Changes in pro-inflammatory gene expression induced by 8-oxoG, the product of OGG1-BER. Mice were challenged i.n. with 8-oxoG base (50 ng per kg), and RNA was extracted. Total RNA (pooled from five mice) was reverse-transcribed into cDNA and analyzed using a Mouse Inflammatory Cytokines & Receptors PCR Array (Cat # PAMM-011A, SABiosciences, Valencia, CA, USA). Data were analyzed using RT² profiler PCR data analysis template version 2.0. Heat maps were created and unsupervised hierarchical clusters were constructed using GENE-E online software (Broad Institute; Cambridge, MA, USA). Genes were clustered using Spearman’s rank correlation coefficient [108]. The colors in the heat-map show the minimum and maximum values (±3).

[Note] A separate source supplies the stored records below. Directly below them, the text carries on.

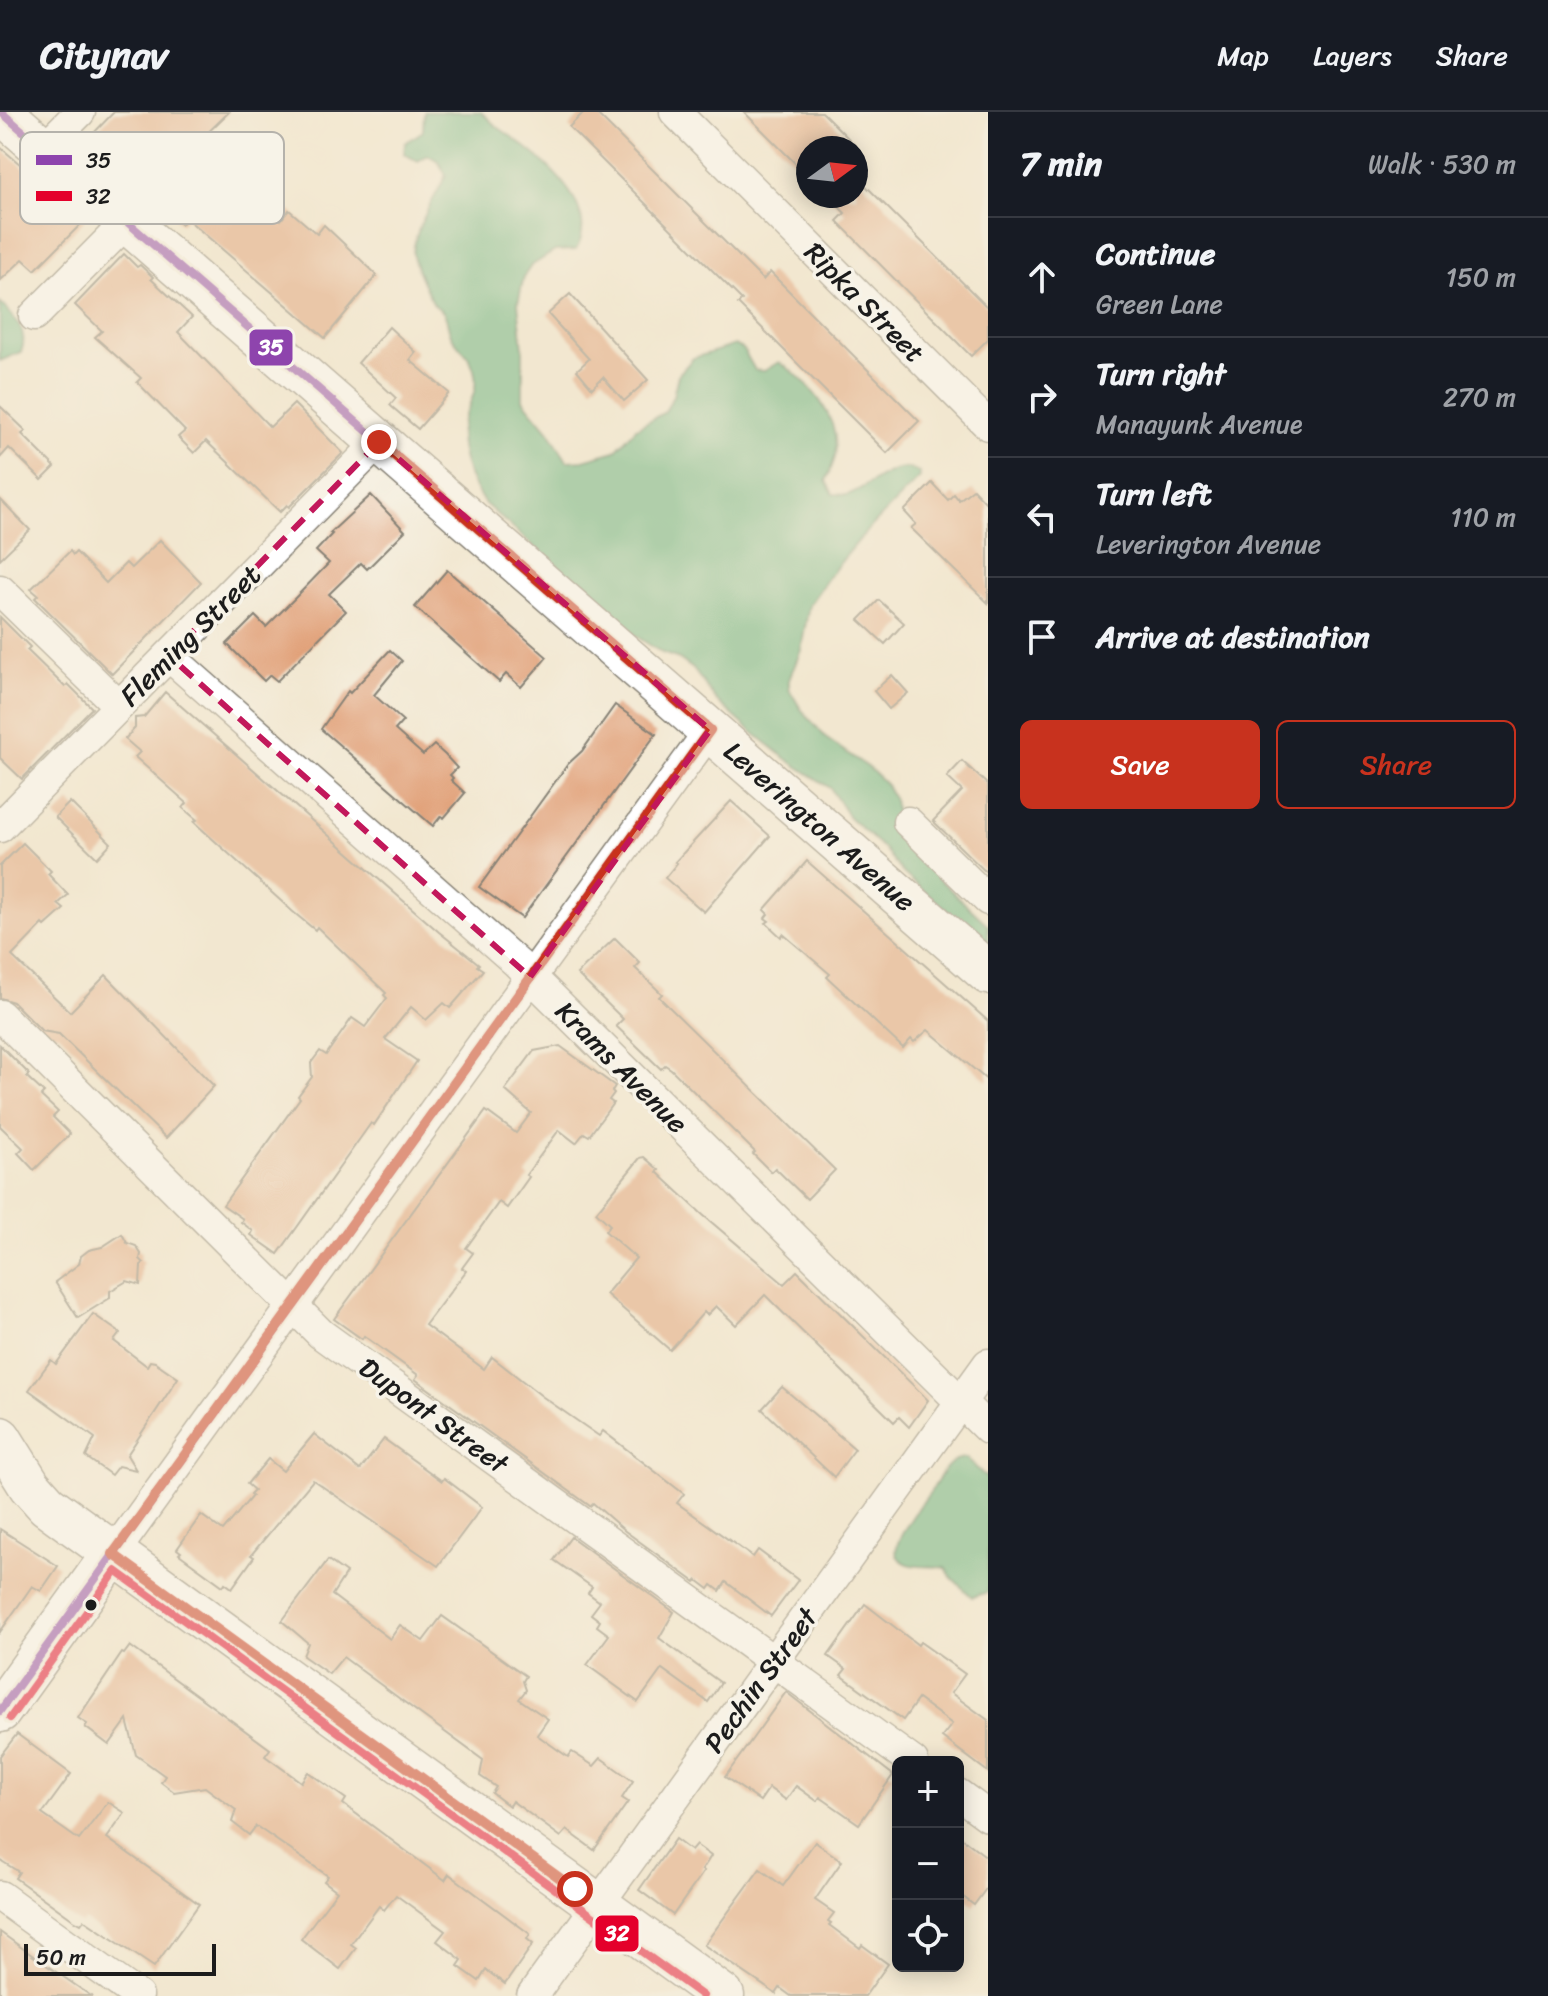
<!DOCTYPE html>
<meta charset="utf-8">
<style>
body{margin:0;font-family:Sriracha,sans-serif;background:#20242c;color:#f1f3f6}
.controls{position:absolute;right:24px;bottom:24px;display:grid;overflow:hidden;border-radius:12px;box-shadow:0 4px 20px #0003}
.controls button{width:72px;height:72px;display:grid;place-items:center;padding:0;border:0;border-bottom:2px solid #363941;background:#171b24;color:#f1f3f6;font:40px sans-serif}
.compass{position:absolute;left:796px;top:24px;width:72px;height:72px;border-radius:50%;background:#171b24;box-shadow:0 4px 20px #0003;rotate:75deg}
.scale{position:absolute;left:24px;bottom:20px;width:192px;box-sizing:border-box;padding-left:8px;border:4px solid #1c1c1c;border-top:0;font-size:22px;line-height:28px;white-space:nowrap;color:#1c1c1c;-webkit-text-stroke:6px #f7f3e8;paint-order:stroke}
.stop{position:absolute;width:24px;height:24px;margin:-18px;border:6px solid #c8321e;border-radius:50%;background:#fff}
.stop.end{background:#c8321e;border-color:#fff;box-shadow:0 2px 8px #0008}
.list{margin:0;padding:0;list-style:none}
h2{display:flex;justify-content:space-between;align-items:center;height:104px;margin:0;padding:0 32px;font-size:34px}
h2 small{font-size:26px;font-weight:400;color:#9ea1a6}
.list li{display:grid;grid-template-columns:52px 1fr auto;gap:24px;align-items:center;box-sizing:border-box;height:120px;padding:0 32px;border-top:2px solid #363941}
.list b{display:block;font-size:30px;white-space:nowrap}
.list p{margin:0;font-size:26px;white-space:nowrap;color:#9ea1a6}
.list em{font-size:26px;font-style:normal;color:#9ea1a6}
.actions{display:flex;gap:16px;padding:24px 32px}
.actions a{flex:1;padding:18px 0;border:2px solid #c8321e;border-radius:12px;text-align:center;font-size:28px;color:#c8321e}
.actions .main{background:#c8321e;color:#fff}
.icon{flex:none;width:44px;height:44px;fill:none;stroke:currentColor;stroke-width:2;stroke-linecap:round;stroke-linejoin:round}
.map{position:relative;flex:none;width:988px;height:1884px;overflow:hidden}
header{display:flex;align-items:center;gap:48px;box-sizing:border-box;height:112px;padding:0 40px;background:#171b24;border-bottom:2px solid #363941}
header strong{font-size:38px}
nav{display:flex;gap:44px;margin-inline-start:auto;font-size:28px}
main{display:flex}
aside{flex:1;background:#171b24}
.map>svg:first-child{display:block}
</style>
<header>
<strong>Citynav</strong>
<nav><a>Map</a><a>Layers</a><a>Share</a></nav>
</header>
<main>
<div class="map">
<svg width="988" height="1884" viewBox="0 0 988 1884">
<rect width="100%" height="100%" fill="#f7f3e8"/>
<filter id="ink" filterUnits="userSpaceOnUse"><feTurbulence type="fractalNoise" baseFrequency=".0125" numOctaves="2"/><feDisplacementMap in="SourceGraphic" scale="16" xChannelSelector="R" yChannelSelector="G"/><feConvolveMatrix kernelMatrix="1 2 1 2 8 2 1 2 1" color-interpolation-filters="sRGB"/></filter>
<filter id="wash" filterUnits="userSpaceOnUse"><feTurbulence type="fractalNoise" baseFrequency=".006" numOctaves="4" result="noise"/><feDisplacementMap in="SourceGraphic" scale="32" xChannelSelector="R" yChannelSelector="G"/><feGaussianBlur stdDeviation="1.8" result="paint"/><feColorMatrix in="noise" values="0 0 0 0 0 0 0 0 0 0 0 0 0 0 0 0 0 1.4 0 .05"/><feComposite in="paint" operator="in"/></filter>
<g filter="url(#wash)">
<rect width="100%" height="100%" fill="#f2e7d0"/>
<!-- forest -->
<g fill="#5fb07b" stroke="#3e664c" stroke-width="2">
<path d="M424,0c10,0 50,0 56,0 6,3 13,12 19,16 33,22 105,75 77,122l-21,1 -24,15 -7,10 -6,27 5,45v52l26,31 18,30 16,-1 32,-9 21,-23 29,-16 8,-16 5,-21 15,-17 42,-13 8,4 12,21 9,1 15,-9c31,20 62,55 56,95 -2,8 -6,16 -9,24l7,13c1,0 12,1 13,1 23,-6 49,-39 73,-22l1,4 -55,56 -35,42 -21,30 -8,45 -12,30v9l12,20 26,30 42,29 16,15 9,17 6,31 11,16 28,32 49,46v21l-85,-73 -19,-24 -36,-33 -18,-28 -42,-28 -43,-34 -28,-25 -24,-32 -14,-10 -17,-6 -29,-19 -149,-131c-15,-23 -31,-58 -20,-86 7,-16 15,-29 10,-47 -5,-16 -11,-18 -20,-30 -7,-8 -5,-20 -11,-28 -3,-3 -7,-5 -9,-8 -5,-8 -22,-43 -21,-51 3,-29 21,-53 33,-78l-8,-14 -10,-6 -10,6 -14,-7 1,-11 18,-12z"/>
<path d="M0,191c13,13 30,28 21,49l-21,9z"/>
<path d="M966,1346l22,21v113l-16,5 -21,-20 -5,-9c-15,-4 -37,3 -48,-11 -10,-12 26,-56 33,-66 8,-10 11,-23 23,-30 4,-3 7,-2 12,-3z"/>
</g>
<g id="blocks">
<!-- building -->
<g fill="#e1a078">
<path d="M114,0h115l-34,33 86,75 8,-10 28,24 7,-9 53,50 -52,63 -139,-120 -5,6 -92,-86z"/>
<path d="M584,0h11l168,168 7,-8 149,149 -32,32 -149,-149 4,-4 -173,-173z"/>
<path d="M744,0h78l36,36h-50v28z"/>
<path d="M0,35l85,73 -50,50 -12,-11 -23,22z"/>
<path d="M856,64l132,132v31l-17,17 -134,-135 8,-8 -17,-17h28z"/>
<path d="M124,142l13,13 3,-2 13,12 -2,2 41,38 -14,15 92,95 24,-23 49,49 -54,54 -2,-2 -7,7 -74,-71 -12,12 -16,-16 7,-6 -48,-49 4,-4 -46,-41 7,-6 -27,-26z"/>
<path d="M570,182l78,86 -24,21 -21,-24 -11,11 -15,-18 12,-11 -41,-45z"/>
<path d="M389,215l27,25 -6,8 39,33 -31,36 -26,-22 -2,-2 6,-7 -38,-35z"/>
<path d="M0,294l26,25 -4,3 33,33 -13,13 -33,-32 -9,10z"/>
<path d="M932,371l16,17 6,-6 5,6 14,-11 15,16v98l-77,-75 5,-4 -12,-13z"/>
<path d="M371,383l34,36 -38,38 -6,-6 -32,31 17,17 -69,70 -7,-6 -6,6 -37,-37 28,-28 11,11 29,-29 34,-35 -13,-12 16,-17 -2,-1z"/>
<path d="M0,387l30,31 -30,29z"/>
<path d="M160,428l41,42 -89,92 -77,-76 3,-3 -7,-6 39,-38 3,4 3,-3 30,31 20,-20 5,5z"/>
<path d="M447,458l100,87 -26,30 -15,-13 -7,8 -84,-75z"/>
<path d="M879,488l25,23 -19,21 -26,-24z"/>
<path d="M0,505l30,30 -3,3 38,37 3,-3 24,24 -70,71 -22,-21z"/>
<path d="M390,538l12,11 -28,34 29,26 -8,9 28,25 11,-10 11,10 12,13 -7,7 3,3 -2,2 14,13 -21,25 -3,-2 -8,10 -112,-97 27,-38 2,2z"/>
<path d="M892,563l16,18 -19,16 -15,-18z"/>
<path d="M165,580l274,240 40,32 -2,2 6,4 -33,38 -6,-5 -18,17 -15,-13 -26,32 32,22 -43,64 -3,-2 -93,131 -27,-19 2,-4 -12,-9 2,-3 -20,-14 77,-107 -2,-2 14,-19 -1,-14 9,-12 6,4 26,-37 13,9 22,-29 -3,-3 2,-2 -69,-66 -2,3 -23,-19 -98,-89 3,-2 -14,-12 4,-5 -52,-46 5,-5 -15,-13 10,-11v-10l9,-1z"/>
<path d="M615,593l41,29 -134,184 -43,-31 89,-123 14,-13z"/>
<path d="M962,649l26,24v89l-55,-53 29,-30 -15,-14z"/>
<path d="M731,689l39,35 -66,76 -39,-34 12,-15 -2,-1z"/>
<path d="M70,690l41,41 -14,15 -42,-41z"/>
<path d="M23,731l28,28 -3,3 20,21 -10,9 6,5 -19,17 -2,-2 -31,32 58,56 36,-37 108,111 -48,52 -107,-104 -17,-3 -29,-29 -13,-4v-132z"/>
<path d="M807,749l181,160v60l-60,-51 -14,12 -3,-3 -8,9 -76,-71 3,-3 -47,-40 -2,3 -15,-14 3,-2 -4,-3 3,-4 -4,-4z"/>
<path d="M615,826l25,25 -5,5 27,26 -3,3 176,173 -28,29 -32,-31 -4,4 -18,-18 2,-2 -84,-83 -6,-4 -4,4 -27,-26 -18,-17 7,-7 -46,-45z"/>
<path d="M0,933l29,29 -2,3 17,16 -3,3 17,16 -5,5 17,17 -36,36 -16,-17 5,-5 -23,-22z"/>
<path d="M560,934l55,40 -3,5 2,2 -5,7 4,3 -24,33 -5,-3 -8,10 -17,-13 -33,45 3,2 -22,31 -8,-6 -33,46 7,5 -11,15 4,3 -41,54 59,44 8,-12 51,40 56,39 4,-5 81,63 -7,9 76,54 5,-7 40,30 -27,36 -45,-34 -6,9 -8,-6 -3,4 -12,-9 -2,2 -70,-51 -32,-28 -3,3 -175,-127 3,-4 -54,-39 -2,3 -28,-20 152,-208 30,22 15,-20 -26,-23 29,-39z"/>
<path d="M644,1045l15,13 -2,2 46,43 81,69 13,-13 131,129 -19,27 -10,-10 -5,5 -129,-127 -29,30 -20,-19 -9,9 -3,-3 -34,38 -64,-56 30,-36 -31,-27 5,-6 -14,-13 44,-54z"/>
<path d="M122,1122l5,9 9,3 5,8 -1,5 4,4 -3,2 -1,20 -13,-4 -17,10v7l-32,20 -23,-36 24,-18 2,-8 8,-6 13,-3z"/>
<path d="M93,1202l27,19 -6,8 33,25 3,-5 5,1 23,16 -51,77 9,15 -18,-4 -7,9 -25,-18 9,-19 -66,-48 22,-30 5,4z"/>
<path d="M782,1275l73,62 -21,28 -72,-68z"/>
<path d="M314,1322l46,36 24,-31 58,42 2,-3 38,29 -44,59 -125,-86 -62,75 3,2 -22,31 -7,-5 -2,3 -44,-32 2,-2 -4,-3 24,-34 22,16 29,-35 -2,-2 4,-4 -7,-6 21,-25 15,12z"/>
<path d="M0,1417l58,37 -17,25 -9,-5 -32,46z"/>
<path d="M571,1425l103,75 -15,26 62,45 -13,19 -46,-33 -24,33 -51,-37 22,-30 -12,-9 3,-5 -9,-7 9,-12 -12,-9 4,-6 -38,-27z"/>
<path d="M328,1448l18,13 -14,22 58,44 10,-14 23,16 19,-25 84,60 -3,5 3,9 -7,9 29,20 -11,16 31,22 4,-5 22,14 7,-8 32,23 -11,17 6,4 -34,48 -27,-20 -6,7 -49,-36 -3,5 -17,-13 4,-6 -16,-11 3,-16 -140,-103 -14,17 -26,-18 5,-13 -26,-22z"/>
<path d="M865,1492l53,41 2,-3 45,32 -14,19 37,27v52l-46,-35 10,-13 -34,-25 -15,21 -62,-45 5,-6 -18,-13z"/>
<path d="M130,1534l140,103 -5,7 36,26 7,-10 38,27 -3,5 102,76 4,-6 81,60 -3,5 6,5 -28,40 -19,-14 -7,11 -21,-15 4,-6 -25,-19 8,-10 -49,-36 -12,15 -5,-4 -28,38 5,4 -16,21 -39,-30 36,-48 -13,-10 4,-5 -72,-50 -7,9 -17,-13 4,-12 -31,-23 -31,5 -13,-10 4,-6 -29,-21 -9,-35 -18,25 -24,-18 2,-3 -9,-6 44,-65 2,1z"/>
<path d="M786,1580l107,83 -34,49 -39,-27 -3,4 -21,-15 -10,14 -17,-12 -9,13 -35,-24z"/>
<path d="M17,1622l54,40 -29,40 37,26 29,-38 17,11 -18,25 92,66 -45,63 -70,-47 -3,4 -9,-5 -57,-41 4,-6 -19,-12v-104z"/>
<path d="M958,1723l30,23v28l-14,19 -16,-12z"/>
<path d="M675,1727l16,12 5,-6 15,11 -9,14 2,1 -31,44 -34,-25z"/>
<path d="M815,1730l27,19 -27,39 19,13 -6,8 3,2 -2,2 31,23 2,-3 26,19 -23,32h-74l-11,-8 -4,6 -72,-49 56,-76 23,17z"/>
<path d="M0,1820l36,26 55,38h-91z"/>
</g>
</g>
</g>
<g filter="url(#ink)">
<use href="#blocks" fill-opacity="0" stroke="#878276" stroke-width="2"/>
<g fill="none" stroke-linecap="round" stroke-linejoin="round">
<!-- street casing -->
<g stroke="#878276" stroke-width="33">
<g id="street">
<path d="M675,0l313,313"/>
<path d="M43,37l37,-37"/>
<path d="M34,204l92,-93"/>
<path d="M0,478l119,116"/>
<path d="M169,544l348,307 471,466"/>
<path d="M908,710l80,78"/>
<path d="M0,715l379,-385"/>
<path d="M0,903l321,319 592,428"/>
<path d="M113,1442l597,-824"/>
<path d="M958,1682l30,22"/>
<path d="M0,1784l138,100"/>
<path d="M532,1884l456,-632"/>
</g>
</g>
<!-- secondary casing -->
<g stroke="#878276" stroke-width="45">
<g id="secondary">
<path d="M1,0l987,861"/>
<path d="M0,1326l30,48 17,19 676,491"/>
<path d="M0,1599l113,-157"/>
</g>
</g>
<!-- street -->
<use href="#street" stroke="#fff" stroke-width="30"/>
<!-- secondary -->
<use href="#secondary" stroke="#fff" stroke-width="42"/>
<!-- bus-1 casing -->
<g stroke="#f7f3e8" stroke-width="14">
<path id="bus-1" d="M0,1599l710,-981 -709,-618"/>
</g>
<!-- bus-2 casing -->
<g stroke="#f7f3e8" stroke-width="14">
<path id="bus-2" d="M10,1606l106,-147 587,425"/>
</g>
<!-- bus-1 -->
<use href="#bus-1" stroke="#8e44ad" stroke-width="8"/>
<!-- bus-2 -->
<use href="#bus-2" stroke="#e4002b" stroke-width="8"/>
</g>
</g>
<g fill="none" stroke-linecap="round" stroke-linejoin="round" filter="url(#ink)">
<!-- route -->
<path stroke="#c8321e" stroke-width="10" d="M379,330l331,288 -597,824 462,335"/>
</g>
<!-- marked area -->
<path d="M0 0H988V1884H0ZM379,330l331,288 -180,247 -361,-321z" fill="#f2e7d0" fill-opacity=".55" fill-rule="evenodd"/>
<path fill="none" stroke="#c2185b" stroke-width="6" stroke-dasharray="16 10" stroke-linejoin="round" d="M379,330l331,288 -180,247 -361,-321z"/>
<!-- markers -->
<circle fill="#1c1c1c" stroke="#f7f3e8" stroke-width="3" cx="91" cy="1493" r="7"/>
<g text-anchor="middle" stroke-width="7" stroke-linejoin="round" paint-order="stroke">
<!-- street labels -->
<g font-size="28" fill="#1c1c1c" stroke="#f7f3e8">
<text transform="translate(865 190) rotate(45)" y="10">Ripka Street</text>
<text transform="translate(190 523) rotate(-45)" y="10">Fleming Street</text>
<text transform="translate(820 714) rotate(41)" y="10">Leverington Avenue</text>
<text transform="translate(622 955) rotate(45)" y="10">Krams Avenue</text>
<text transform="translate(434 1303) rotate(36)" y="10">Dupont Street</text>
<text transform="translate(760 1568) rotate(-54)" y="10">Pechin Street</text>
</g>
</g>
<!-- legend -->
<rect x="20" y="20" width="264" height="92" rx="12" fill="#f7f3e8" stroke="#b5b2ab" stroke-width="2"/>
<rect x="36" y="43" width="36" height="10" fill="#8e44ad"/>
<rect x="36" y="79" width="36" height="10" fill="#e4002b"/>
<g font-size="22" fill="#1c1c1c">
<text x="86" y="56">35</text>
<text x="86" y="92">32</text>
</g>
<g stroke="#f7f3e8" stroke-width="3">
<rect x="248" y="216" width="46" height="39" rx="8" fill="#8e44ad"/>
<rect x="594" y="1802" width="46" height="39" rx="8" fill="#e4002b"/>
</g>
<g font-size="22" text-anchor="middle" font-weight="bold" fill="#fff">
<text x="271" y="243">35</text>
<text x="617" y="1829">32</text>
</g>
</svg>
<div class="controls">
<button>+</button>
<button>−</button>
<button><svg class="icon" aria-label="locate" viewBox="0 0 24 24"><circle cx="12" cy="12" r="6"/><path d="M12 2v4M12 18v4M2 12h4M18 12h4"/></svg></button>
</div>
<svg class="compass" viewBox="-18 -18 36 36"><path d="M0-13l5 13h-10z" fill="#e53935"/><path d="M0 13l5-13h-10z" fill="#9ea1a6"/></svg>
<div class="scale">50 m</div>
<div class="stop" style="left:575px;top:1777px"></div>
<div class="stop end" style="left:379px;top:330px"></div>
</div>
<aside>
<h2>7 min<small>Walk · 530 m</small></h2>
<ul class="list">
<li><svg class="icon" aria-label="ahead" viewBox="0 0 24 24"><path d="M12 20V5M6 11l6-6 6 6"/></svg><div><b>Continue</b><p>Green Lane</p></div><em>150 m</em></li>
<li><svg class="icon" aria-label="right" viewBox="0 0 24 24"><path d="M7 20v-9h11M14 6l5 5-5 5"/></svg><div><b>Turn right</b><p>Manayunk Avenue</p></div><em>270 m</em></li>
<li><svg class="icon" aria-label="left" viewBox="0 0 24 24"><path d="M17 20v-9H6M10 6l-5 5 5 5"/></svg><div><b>Turn left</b><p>Leverington Avenue</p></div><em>110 m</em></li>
<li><svg class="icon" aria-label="arrive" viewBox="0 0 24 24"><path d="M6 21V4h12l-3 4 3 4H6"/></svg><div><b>Arrive at destination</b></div></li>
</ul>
<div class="actions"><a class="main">Save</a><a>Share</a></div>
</aside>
</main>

Animal experiments were performed as described in the legend to Figure 2.

Figure 5

Signaling pathways induced by exposing the lungs to 8-oxoG base. Analysis by PANTHER software included genes that were upregulated in Cluster A and B (Figure 4). The percentages of genes for each category were calculated as described previously [108].

Figure 6

The OGG1–BER product 8-oxoG induces neutrophil recruitment to the lungs. Mice (n = 5–6) were challenged i.n. with 60 µL of pH-balanced 8-oxoG solution (pH: 7.4; 50 ng per kg). TNF-α (20 ng per lung) and 8-oxodG (50 ng per kg) and solvent (saline) were used as controls. Bronchoalveolar lavage fluid was collected after 16 h of challenge, cells on cytospin slides were stained with Wright-Giemsa, and the number of neutrophils was counted, as we previously described [68]. All animal experiments were performed as described in Figure 2. *** p < 0.001. TNF-α, tumor necrosis factor–α; 8-oxoG, 8-oxo-7,8-dihydroguanine; 8-oxodG, 7,8-dihydro-8-oxo-2'-deoxyguanosine.

Figure 7

A proposed model for lung inflammation by repair of oxidatively damaged DNA via OGG1–BER. When environmental exposures occur or during an inflammatory process, Reactive oxygen species (ROS) are generated by cellular oxido-reductases and mitochondrial dysfunction in the airway epithelium. Due to guanine’s lowest oxidation potential, the most frequent base damage in DNA is 8-oxoG, which needs to be repaired to prevent mutations. 8-OxoG base is released by OGG1–BER (Figure 1) and transported to the cytoplasm, where it is bound by OGG1, and the resulting complex (OGG1·8-oxoG) functions as a guanine nucleotide exchange factor and mediates GDP→GTP exchange. Activated small GTPase(s) signal expression of pro-inflammatory genes, which induce an innate immune response. Recruited inflammatory cells induced ROS, DNA damage and repair that may lead to a vicious cycle of OGG1·8-oxoG→RAS–GTP→inflammatory signaling, maintaining chronic inflammation.